Une mode qui justement n’est déjà plus à la mode lorsqu’elle est à la mode. Vous me suivez ?..

Eh bien oui, celui qui suit la mode est toujours en train de courir derrière un train qui ne s’arrête jamais et qui en plus peut en cacher un autre.

Il est donc dans un mouvement perpétuel qui le happe, l’emprisonne pour ne plus le libérer.

Une sorte de train train quotidien ou de spirale infernale qui en fait une victime consentante et heureuse de perdre son souffle, son temps et son argent à vouloir être comme les autres plutôt que de chercher à être soi-même…

« Etre dans le vent, c’est l’idéal des feuilles mortes. » Jean Guitton

Qui suis-je ?
Qui suis-je ?

Qui suis-je ? Suis-je une feuille morte ?

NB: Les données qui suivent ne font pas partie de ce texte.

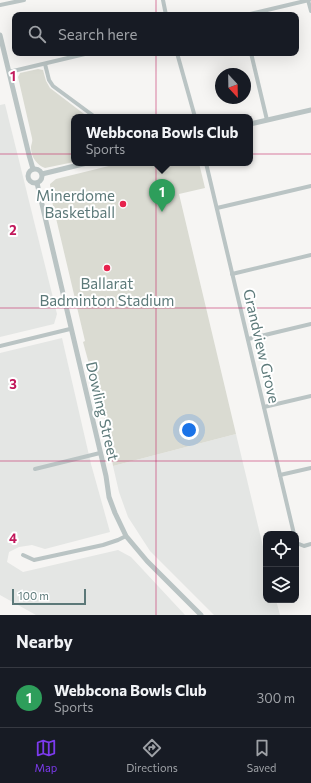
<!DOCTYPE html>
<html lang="en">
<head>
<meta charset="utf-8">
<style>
  :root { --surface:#171b24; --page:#242831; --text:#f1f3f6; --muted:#9ea1a6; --line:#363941; --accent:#7c3aed }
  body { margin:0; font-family:Commissioner,sans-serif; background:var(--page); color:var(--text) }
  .controls { position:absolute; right:12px; bottom:12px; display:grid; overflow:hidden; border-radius:8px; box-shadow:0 4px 16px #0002 }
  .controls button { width:36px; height:36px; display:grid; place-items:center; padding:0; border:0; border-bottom:1px solid var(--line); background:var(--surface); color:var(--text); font:20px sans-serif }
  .compass { position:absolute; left:215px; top:68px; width:36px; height:36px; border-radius:50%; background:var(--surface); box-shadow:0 4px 16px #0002; rotate:158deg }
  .scale { position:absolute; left:12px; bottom:10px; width:74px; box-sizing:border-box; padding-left:4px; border:2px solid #5c7979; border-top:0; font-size:11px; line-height:14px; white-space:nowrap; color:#5c7979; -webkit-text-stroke:3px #fff; paint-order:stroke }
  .you { position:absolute; left:189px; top:430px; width:14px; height:14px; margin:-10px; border:3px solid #fff; border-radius:50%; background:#1a73e8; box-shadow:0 0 0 6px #1a73e833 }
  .badge { display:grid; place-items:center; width:26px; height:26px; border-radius:50%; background:var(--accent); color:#fff; font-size:13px; font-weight:700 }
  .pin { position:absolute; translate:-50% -33px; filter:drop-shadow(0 1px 2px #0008) }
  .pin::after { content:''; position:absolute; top:21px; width:14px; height:12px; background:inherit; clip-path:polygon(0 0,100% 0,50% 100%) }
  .popup { position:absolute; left:71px; top:114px; width:182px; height:52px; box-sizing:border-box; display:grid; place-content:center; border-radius:8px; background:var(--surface); filter:drop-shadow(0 1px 3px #0005); font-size:13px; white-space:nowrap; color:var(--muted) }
  .popup b { font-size:15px; color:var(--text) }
  .popup::after { content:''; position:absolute; left:50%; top:100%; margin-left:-8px; border:8px solid transparent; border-top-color:var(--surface) }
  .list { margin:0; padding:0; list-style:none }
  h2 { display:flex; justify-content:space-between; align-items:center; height:52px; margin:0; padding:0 16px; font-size:17px }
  h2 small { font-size:13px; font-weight:400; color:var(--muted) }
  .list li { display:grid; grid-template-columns:26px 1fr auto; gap:12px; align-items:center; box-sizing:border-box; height:60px; padding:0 16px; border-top:1px solid var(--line) }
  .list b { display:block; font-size:15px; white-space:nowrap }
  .list p { margin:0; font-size:13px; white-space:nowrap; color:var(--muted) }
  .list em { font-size:13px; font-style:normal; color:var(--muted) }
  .icon { flex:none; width:22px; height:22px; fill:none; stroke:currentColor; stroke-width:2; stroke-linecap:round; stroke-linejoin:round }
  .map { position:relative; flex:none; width:311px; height:615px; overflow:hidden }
  .search { position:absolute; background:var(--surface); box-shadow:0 4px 16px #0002; left:12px; right:12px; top:12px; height:44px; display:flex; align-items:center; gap:10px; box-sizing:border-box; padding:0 14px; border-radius:8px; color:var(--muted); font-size:15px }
  .sheet { height:112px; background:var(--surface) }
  nav { display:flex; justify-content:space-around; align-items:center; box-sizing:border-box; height:56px; border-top:1px solid var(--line); background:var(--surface); font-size:11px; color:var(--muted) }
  nav a { display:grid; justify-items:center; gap:2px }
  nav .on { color:var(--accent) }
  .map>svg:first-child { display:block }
  .built { fill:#e4e6e4 }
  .green { fill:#dadbd2 }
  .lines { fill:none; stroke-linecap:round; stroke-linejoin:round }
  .minor { stroke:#bac4c4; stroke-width:4 }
  .tertiary { stroke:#bac4c4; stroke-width:5 }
  .grid { fill:none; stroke:#c2185b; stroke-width:1; stroke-opacity:0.55 }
  .poi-dot { fill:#e7224d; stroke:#fff; stroke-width:1.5 }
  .labels { text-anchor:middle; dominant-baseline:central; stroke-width:4; stroke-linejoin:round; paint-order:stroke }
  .poi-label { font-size:15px; fill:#5c7979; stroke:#fff; text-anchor:end }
  .street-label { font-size:15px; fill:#5c7979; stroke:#fff }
  .grid-label { font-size:13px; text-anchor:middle; font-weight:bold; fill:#c2185b; stroke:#fff; stroke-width:4; stroke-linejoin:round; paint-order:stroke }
</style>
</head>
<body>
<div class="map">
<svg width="311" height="615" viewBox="0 0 311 615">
  <rect width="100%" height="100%" fill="#f6f5f3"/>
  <g class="built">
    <polygon points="5,104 57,314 54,324 0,337 0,105"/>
    <polygon points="62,338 91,464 110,532 45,549 32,545 19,547 9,552 7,562 23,572 118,550 131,557 185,615 36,615 0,595 0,353"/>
    <polygon points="236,434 266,559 266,600 276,600 280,615 214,615 150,551 128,517 119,492 113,466"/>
  </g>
  <g class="green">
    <path d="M38,69L43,70L46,81L50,88L88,117H74V162L45,168C37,165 31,157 31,148C31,144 33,142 32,138L18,77L20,73Z"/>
    <path d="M121,163H199L205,188L179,194L236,434L113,466C108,424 94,383 83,342L85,341L51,197L50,184L56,179Z"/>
  </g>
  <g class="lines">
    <g class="minor">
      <polyline points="163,0 166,15"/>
      <polyline points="308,0 311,11"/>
      <polyline points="0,5 24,0"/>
      <polyline points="246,15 309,0"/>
      <polyline points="177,53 195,117"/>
      <polyline points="251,53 267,120"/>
      <polyline points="45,64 49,80 53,86 95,117"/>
      <polyline points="9,72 89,53"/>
      <polyline points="206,163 294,534"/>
      <polyline points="217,208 311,186"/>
      <polyline points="232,274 311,255"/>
      <polyline points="248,339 311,324"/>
      <polyline points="0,346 70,329"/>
      <polyline points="264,407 311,396"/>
      <polyline points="35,469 100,453"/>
      <polyline points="280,475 311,468"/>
      <polyline points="299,544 304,546 311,544"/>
      <polyline points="23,555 34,560 103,545 118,540 126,536"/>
    </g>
    <g class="tertiary">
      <polyline points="0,35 29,155 33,169"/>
      <polyline points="250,124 311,110"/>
      <circle cx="35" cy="176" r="7"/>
      <polyline points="42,174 87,163"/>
      <polyline points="37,183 106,476 109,497 115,513 126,536 147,561 201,615"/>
    </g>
  </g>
  <path class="grid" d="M156,0V15M156,53V615M0,154H311M0,308H311M0,461H311"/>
  <g class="poi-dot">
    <circle cx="123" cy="204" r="4"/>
    <circle cx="107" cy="268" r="4"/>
  </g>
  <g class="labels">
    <g class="poi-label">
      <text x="115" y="195">Minerdome<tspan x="115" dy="17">Basketball</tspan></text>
      <text x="107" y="283" text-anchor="middle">Ballarat<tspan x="107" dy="17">Badminton Stadium</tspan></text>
    </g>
    <g class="street-label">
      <text transform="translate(262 346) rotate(77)">Grandview Grove</text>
      <text transform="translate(103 411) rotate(77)">Dowling Street</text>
    </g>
  </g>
  <g class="grid-label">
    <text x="13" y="81">1</text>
    <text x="13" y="235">2</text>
    <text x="13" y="389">3</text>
    <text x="13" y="543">4</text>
  </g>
</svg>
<div class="controls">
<button><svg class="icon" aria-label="locate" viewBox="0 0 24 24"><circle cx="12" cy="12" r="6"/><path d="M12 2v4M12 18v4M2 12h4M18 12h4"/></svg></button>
<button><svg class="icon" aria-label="layers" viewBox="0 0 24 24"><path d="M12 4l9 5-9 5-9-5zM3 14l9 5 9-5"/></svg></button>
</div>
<svg class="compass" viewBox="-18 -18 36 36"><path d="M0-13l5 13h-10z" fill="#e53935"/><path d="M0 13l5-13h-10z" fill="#9ea1a6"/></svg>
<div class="scale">100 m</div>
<div class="you"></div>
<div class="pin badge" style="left:162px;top:212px;background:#2e9e5b">1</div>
<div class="popup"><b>Webbcona Bowls Club</b>Sports</div>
<div class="search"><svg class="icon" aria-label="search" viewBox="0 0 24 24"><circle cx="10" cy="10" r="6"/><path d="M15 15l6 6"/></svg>Search here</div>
</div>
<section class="sheet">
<h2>Nearby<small></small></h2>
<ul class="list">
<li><span class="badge" style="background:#2e9e5b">1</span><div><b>Webbcona Bowls Club</b><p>Sports</p></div><em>300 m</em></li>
</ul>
</section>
<nav>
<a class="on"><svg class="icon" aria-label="map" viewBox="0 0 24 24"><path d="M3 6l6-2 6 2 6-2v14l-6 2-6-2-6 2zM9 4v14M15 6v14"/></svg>Map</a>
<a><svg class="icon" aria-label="directions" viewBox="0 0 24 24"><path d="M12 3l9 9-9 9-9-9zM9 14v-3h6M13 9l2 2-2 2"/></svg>Directions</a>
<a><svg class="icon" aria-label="saved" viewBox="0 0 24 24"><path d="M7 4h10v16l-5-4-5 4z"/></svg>Saved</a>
</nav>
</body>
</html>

La feuille morte vit sa destinée sans se poser de questions.

Elle virevolte, voyage au gré des vents et tombe inexorablement.

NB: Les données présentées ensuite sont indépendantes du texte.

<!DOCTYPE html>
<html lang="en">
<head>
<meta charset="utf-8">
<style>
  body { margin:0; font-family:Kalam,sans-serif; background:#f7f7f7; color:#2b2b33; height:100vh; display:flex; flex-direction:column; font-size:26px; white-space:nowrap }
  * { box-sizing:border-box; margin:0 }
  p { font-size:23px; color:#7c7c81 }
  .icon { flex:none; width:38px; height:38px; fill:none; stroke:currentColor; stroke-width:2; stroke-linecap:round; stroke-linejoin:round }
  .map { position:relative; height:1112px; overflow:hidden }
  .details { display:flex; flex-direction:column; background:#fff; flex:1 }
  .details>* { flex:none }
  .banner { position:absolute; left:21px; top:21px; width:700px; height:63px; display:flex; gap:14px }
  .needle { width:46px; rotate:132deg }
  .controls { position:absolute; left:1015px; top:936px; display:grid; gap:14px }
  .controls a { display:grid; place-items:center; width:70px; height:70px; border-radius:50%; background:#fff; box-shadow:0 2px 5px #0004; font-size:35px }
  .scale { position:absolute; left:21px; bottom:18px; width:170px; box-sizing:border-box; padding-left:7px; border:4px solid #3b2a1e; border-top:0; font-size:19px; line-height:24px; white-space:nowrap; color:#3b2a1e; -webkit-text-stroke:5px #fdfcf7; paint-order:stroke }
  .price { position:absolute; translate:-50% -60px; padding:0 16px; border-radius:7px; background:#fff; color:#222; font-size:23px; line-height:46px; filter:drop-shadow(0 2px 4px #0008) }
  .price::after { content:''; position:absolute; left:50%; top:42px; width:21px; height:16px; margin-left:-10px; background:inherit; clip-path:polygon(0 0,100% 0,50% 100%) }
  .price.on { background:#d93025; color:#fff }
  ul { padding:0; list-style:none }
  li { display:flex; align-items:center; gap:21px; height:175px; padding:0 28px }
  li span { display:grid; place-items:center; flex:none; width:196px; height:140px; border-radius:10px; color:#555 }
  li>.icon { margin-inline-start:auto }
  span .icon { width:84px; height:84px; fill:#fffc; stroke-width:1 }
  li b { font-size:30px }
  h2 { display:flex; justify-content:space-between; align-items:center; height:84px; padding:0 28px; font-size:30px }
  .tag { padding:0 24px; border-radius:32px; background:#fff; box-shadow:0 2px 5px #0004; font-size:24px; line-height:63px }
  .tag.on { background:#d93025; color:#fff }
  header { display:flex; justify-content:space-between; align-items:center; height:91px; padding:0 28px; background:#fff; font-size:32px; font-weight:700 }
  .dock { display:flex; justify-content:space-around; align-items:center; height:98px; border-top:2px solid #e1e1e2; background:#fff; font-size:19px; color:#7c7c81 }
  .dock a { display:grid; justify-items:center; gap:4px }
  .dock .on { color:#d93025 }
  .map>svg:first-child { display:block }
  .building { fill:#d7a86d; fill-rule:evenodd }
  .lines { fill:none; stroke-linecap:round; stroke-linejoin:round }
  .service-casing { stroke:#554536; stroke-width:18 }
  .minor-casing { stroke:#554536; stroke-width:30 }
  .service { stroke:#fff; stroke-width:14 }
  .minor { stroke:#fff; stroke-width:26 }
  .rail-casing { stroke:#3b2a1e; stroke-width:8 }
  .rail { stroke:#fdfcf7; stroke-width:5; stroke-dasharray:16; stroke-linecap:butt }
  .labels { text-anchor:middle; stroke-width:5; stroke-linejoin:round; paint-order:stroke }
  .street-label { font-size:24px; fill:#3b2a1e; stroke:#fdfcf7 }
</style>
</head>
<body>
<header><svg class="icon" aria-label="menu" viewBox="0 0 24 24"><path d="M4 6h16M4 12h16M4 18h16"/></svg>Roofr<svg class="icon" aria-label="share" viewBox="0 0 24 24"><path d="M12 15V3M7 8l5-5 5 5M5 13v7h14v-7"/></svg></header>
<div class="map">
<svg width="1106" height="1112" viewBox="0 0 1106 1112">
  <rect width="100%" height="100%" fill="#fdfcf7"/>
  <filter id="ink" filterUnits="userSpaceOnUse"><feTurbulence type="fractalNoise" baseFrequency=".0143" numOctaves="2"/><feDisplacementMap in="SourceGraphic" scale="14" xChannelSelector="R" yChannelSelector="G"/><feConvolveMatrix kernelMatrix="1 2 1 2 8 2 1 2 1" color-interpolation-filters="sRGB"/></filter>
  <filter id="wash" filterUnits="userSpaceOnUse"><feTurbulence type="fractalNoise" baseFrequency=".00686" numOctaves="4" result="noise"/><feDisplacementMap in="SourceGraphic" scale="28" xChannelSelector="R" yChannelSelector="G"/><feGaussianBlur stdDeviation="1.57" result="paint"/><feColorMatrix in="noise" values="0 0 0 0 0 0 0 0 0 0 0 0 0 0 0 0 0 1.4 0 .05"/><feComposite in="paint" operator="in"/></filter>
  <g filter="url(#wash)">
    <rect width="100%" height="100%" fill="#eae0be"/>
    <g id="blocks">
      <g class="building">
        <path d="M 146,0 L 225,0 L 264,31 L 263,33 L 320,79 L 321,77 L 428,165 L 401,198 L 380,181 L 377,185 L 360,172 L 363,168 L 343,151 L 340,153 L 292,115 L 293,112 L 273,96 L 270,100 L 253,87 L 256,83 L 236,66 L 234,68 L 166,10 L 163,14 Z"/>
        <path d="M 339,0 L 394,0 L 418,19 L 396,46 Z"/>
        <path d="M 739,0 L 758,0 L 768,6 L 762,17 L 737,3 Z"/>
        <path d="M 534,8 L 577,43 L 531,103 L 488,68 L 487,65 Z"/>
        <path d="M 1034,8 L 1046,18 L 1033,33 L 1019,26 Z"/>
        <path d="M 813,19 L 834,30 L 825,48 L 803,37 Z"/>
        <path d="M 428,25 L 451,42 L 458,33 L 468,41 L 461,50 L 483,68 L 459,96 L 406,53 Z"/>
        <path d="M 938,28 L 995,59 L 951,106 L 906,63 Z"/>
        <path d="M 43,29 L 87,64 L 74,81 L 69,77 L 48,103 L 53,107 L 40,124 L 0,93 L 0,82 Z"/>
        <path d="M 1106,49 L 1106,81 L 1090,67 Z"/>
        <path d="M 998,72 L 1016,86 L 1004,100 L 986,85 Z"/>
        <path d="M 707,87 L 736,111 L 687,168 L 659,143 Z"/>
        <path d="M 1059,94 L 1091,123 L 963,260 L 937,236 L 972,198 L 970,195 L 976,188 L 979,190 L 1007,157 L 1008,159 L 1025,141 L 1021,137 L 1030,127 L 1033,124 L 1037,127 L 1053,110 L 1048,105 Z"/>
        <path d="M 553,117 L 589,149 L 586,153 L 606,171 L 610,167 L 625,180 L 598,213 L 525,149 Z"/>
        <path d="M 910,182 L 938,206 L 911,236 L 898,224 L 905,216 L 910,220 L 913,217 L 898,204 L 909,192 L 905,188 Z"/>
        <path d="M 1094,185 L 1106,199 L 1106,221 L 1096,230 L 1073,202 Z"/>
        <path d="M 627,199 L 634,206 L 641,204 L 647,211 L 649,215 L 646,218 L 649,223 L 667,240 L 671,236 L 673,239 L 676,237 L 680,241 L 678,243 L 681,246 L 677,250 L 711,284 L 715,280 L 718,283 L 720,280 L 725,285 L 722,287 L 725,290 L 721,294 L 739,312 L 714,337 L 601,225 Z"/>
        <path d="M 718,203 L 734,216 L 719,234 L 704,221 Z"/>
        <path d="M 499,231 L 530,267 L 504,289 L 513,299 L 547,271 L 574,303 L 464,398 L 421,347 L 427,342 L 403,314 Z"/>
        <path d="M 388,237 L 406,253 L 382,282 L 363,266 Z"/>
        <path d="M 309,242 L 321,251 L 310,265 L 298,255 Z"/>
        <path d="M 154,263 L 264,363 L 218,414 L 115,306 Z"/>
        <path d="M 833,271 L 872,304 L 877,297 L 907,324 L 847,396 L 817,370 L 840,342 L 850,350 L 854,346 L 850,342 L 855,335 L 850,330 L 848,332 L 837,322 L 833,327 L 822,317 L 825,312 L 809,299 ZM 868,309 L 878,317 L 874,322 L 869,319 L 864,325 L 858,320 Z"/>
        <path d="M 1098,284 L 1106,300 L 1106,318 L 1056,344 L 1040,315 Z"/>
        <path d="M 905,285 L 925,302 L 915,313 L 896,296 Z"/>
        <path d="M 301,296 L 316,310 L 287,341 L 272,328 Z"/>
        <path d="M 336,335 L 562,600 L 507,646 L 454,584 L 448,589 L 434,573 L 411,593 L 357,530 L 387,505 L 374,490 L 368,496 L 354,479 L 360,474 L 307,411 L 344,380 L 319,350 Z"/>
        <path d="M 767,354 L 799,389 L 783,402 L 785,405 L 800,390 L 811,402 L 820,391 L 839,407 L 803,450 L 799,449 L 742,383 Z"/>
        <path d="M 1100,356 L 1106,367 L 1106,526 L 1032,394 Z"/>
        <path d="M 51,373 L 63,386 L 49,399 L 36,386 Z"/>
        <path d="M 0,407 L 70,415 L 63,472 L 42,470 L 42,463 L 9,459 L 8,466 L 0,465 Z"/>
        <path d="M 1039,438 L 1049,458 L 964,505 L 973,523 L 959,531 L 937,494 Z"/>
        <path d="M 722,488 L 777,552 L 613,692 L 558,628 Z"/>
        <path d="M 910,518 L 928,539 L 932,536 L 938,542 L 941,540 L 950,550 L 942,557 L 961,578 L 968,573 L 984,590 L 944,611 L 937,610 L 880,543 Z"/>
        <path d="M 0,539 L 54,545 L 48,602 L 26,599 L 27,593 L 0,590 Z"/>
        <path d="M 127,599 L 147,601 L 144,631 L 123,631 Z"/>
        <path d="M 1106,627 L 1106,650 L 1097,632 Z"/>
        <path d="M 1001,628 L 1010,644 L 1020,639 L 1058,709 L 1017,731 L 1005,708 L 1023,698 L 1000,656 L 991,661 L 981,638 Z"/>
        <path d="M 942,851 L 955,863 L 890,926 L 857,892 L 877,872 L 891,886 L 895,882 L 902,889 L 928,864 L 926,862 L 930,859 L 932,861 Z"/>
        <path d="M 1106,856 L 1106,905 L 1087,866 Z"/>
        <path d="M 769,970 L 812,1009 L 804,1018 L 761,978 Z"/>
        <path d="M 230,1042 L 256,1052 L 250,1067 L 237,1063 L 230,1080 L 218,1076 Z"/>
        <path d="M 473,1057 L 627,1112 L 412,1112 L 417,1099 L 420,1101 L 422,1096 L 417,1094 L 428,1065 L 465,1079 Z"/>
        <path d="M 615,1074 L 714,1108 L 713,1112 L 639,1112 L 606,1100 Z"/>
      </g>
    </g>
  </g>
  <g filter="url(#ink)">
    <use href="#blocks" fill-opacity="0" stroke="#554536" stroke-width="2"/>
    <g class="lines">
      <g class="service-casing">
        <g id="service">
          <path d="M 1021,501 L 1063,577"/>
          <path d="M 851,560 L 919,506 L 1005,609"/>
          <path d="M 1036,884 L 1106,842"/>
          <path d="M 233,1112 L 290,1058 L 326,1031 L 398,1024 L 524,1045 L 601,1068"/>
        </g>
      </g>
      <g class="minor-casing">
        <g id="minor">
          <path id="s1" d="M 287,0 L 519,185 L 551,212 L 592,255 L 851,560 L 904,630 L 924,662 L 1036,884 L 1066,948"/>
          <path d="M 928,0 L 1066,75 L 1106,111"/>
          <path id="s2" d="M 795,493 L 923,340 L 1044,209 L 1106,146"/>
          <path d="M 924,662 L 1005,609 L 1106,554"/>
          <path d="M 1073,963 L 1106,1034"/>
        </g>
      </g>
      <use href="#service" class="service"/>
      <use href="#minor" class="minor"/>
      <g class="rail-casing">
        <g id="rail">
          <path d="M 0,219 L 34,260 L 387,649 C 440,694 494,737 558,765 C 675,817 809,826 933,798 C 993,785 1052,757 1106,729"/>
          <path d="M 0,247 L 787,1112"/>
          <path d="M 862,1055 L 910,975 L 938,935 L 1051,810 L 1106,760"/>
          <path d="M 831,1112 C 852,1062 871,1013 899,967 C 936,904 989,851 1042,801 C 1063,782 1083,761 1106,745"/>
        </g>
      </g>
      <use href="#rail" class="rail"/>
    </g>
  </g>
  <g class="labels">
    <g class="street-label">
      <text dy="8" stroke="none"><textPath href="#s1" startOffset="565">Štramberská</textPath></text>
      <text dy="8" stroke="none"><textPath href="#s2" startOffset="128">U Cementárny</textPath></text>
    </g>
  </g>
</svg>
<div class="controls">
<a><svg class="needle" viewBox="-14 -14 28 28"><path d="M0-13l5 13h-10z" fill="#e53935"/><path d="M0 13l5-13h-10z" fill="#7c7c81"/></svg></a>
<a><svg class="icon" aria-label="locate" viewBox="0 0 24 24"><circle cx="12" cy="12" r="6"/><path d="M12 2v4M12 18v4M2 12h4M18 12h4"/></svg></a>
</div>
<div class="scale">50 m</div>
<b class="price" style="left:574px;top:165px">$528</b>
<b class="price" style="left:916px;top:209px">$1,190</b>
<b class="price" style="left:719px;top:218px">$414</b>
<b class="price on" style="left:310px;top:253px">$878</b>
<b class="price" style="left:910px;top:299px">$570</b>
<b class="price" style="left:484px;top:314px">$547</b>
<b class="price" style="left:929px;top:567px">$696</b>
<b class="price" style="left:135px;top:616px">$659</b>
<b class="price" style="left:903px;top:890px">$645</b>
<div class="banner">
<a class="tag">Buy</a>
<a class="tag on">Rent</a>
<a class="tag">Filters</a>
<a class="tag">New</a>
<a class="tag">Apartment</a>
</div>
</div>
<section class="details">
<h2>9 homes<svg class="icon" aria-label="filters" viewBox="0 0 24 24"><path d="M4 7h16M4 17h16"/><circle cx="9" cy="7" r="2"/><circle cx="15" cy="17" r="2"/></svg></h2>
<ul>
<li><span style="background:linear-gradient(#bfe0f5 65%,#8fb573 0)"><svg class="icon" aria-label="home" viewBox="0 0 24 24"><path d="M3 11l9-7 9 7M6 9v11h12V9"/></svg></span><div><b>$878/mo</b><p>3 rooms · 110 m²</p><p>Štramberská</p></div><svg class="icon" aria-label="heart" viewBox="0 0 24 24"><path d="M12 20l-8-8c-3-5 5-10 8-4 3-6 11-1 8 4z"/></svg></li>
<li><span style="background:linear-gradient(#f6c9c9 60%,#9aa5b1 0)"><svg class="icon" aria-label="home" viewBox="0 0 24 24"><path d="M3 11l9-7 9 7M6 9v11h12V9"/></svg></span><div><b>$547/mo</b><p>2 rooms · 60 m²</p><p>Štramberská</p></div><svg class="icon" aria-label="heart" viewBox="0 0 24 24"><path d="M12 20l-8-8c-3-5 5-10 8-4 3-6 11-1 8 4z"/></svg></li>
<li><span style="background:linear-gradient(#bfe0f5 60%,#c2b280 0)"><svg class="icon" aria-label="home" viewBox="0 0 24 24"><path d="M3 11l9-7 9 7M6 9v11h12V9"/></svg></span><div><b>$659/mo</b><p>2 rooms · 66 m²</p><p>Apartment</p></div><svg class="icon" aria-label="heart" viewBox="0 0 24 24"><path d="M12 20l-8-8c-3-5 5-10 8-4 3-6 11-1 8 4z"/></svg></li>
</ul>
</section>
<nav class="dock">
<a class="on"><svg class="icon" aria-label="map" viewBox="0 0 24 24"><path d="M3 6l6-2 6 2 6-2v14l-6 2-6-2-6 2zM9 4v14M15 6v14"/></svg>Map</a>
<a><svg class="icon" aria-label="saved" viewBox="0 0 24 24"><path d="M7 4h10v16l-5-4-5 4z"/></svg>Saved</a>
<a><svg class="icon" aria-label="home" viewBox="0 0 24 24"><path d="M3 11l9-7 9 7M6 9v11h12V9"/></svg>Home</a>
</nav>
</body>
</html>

Que deviendrait donc une feuille qui se pose des questions ?

  • Une feuille qui décide après réflexion ?
  • Une feuille qui cherche à donner à son chemin du sens et une direction ?

Elle deviendrait sans doute une feuille intelligente et souveraine.

Tiens, en écrivant ce texte, j’ai envie tout d’un coup de prendre le temps de me poser un peu et de sortir de toutes les spirales, de tous les cercles vicieux et même des soi-disant vertueux.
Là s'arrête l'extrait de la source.